REQUIREMENT → Repeat exactly, please, the opening lines of the data below, through and including the line where "--surface:#fff; --page:#f6f6f6; --text:#222;" sits.

SOURCE RECORDS →
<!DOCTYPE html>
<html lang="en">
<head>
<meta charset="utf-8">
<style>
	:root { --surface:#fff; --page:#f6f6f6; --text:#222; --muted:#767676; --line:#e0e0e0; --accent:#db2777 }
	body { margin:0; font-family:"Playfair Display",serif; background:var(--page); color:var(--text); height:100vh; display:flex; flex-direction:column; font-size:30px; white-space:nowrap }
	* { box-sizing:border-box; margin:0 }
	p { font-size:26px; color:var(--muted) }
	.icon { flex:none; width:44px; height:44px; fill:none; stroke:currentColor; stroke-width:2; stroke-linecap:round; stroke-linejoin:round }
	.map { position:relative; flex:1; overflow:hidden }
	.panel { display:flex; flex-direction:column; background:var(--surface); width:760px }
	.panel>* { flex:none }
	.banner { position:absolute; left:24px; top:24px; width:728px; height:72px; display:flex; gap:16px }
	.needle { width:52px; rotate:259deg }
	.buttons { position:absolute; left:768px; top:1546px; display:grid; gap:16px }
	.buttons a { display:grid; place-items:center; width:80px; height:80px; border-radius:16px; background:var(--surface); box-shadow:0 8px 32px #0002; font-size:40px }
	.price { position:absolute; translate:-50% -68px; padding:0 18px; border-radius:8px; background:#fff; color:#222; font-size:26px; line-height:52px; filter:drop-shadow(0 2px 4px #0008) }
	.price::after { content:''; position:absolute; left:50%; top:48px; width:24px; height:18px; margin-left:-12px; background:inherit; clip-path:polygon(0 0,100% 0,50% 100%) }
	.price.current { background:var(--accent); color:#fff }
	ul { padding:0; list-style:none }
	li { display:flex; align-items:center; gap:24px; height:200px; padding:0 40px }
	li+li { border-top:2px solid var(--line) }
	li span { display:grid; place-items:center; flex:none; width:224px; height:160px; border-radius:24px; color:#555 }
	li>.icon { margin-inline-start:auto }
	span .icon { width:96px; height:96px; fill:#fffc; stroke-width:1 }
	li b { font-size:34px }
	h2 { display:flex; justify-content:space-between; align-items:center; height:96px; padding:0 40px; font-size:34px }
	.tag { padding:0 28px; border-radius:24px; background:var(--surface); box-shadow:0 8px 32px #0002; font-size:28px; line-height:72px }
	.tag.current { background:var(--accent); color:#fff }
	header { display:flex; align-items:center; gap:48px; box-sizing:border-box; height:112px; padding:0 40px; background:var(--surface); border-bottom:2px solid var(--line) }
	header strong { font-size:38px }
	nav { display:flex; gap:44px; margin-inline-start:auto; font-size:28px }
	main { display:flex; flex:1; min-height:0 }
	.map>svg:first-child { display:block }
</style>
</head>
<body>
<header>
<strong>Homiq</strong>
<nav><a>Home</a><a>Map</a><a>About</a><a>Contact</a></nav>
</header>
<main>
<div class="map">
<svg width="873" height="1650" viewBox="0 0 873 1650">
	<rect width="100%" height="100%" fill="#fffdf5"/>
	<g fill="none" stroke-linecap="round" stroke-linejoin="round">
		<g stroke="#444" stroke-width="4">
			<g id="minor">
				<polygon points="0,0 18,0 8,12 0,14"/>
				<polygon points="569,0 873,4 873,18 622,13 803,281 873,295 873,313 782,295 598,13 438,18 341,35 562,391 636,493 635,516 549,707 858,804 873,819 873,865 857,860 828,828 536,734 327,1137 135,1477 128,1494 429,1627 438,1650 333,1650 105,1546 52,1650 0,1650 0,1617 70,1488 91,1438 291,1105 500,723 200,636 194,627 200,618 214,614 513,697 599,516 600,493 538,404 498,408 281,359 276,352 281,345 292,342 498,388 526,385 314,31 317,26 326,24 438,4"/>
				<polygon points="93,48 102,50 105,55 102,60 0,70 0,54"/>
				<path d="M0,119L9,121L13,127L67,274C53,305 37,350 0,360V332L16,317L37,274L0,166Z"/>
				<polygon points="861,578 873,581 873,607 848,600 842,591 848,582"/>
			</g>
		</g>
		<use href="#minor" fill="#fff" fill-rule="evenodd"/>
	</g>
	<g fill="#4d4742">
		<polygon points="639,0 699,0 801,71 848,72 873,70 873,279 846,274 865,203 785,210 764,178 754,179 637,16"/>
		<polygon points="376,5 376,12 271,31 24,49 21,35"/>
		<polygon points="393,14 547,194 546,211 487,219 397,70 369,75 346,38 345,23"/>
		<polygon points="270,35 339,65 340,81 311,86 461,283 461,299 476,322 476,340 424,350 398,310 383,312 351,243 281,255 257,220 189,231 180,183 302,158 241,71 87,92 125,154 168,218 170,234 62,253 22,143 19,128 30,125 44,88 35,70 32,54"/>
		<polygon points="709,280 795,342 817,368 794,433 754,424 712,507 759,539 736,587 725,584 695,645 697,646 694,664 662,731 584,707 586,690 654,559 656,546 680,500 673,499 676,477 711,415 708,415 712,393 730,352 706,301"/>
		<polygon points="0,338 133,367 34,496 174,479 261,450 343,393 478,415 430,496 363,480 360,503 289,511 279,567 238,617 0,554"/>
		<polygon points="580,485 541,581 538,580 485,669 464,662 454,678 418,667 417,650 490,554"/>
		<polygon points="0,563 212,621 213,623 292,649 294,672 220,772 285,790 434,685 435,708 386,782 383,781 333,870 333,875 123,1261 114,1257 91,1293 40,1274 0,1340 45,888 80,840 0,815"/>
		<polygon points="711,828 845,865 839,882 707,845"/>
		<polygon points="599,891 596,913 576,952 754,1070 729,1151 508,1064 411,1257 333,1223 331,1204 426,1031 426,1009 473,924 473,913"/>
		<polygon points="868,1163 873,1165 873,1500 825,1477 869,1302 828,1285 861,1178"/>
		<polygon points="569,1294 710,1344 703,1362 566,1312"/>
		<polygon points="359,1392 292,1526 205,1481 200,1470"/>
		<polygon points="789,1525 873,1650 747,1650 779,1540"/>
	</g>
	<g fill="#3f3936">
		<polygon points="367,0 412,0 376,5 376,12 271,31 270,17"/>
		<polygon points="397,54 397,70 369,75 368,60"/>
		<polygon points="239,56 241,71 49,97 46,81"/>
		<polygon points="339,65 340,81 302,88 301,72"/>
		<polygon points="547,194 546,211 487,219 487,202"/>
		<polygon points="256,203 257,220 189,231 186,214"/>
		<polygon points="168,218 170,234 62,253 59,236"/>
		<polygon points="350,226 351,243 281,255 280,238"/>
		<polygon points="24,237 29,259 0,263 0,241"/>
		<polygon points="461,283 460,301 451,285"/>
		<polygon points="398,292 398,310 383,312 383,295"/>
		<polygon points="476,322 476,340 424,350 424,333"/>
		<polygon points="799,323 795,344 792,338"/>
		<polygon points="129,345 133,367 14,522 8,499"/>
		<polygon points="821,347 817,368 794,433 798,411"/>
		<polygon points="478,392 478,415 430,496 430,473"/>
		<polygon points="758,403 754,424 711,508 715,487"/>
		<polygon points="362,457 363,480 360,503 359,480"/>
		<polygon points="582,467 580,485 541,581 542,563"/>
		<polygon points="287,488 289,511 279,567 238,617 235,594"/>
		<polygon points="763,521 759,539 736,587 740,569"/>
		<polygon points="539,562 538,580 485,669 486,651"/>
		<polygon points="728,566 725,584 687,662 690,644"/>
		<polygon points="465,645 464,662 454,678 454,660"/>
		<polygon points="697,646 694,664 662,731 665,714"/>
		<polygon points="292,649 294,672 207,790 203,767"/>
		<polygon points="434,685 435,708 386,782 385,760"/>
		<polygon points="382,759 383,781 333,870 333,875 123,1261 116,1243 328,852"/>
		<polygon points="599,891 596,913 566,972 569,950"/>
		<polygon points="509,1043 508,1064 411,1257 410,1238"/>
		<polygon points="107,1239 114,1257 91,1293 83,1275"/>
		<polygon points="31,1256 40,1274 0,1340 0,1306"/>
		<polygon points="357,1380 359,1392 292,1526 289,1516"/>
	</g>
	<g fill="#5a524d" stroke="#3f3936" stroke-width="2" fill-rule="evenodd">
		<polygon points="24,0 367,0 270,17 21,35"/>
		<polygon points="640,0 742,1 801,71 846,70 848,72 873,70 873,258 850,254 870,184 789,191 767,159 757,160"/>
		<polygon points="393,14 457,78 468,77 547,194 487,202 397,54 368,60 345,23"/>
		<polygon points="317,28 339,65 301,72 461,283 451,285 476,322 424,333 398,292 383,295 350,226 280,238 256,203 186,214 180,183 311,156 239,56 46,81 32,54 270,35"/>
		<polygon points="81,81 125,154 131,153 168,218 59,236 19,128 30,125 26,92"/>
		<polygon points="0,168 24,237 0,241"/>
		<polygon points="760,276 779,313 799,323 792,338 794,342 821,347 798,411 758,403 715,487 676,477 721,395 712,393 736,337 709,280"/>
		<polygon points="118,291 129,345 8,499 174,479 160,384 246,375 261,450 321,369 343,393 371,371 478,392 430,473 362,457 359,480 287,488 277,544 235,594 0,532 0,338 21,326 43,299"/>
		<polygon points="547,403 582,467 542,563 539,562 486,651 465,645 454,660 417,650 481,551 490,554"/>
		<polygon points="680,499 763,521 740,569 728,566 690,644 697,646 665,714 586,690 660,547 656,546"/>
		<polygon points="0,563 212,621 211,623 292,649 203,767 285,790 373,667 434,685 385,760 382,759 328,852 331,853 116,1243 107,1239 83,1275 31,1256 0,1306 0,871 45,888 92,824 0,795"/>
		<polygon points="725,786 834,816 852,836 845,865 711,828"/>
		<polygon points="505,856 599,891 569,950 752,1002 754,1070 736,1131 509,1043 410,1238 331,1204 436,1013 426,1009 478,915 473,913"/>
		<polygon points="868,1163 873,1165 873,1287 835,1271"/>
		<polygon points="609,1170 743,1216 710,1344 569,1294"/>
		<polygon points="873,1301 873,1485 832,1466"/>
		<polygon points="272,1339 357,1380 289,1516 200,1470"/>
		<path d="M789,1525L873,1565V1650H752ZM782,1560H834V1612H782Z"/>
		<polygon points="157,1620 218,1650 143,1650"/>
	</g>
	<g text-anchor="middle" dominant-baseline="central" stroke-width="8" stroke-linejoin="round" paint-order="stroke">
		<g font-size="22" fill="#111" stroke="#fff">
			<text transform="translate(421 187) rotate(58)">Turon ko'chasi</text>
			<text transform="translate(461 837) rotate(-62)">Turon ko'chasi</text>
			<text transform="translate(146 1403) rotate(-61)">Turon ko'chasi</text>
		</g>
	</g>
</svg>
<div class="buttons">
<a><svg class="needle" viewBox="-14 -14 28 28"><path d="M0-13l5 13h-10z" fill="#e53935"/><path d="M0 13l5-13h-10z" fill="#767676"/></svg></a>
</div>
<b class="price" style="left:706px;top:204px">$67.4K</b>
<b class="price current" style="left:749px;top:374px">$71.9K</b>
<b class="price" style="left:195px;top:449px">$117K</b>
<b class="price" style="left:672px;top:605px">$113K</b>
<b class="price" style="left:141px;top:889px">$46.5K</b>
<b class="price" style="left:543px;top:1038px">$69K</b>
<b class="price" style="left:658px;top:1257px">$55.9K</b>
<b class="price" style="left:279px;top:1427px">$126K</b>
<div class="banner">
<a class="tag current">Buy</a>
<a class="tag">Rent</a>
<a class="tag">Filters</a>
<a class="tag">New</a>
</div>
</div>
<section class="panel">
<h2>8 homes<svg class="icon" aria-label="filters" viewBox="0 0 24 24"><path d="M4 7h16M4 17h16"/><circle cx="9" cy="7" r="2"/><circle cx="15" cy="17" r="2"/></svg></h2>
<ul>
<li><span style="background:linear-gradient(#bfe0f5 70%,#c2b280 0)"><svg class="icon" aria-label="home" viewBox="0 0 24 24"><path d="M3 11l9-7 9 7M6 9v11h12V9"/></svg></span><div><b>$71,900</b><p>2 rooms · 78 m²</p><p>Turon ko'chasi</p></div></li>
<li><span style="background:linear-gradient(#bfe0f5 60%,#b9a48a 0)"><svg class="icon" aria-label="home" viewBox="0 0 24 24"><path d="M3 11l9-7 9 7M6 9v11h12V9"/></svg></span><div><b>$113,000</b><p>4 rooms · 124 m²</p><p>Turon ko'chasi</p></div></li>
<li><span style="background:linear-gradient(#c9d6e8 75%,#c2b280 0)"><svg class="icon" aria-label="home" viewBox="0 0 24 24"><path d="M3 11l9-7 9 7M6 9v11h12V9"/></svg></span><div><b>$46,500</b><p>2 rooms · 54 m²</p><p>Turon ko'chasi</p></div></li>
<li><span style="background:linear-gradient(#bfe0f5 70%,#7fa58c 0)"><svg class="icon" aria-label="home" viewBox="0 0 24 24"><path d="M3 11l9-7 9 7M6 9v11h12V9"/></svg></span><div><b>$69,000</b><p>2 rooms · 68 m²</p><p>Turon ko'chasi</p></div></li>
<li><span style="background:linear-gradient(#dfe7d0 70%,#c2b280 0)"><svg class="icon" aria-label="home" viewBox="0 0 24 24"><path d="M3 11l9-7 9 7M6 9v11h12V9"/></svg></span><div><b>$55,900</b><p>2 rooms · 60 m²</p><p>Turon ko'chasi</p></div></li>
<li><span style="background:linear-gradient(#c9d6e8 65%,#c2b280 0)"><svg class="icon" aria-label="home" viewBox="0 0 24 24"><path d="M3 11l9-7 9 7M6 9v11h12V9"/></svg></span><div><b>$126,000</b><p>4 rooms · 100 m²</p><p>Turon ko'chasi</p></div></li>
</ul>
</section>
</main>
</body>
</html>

EXERCISE OUTPUT →
<!DOCTYPE html>
<html lang="en">
<head>
<meta charset="utf-8">
<style>
	:root { --surface:#fff; --page:#f6f6f6; --text:#222; --muted:#767676; --line:#e0e0e0; --accent:#db2777 }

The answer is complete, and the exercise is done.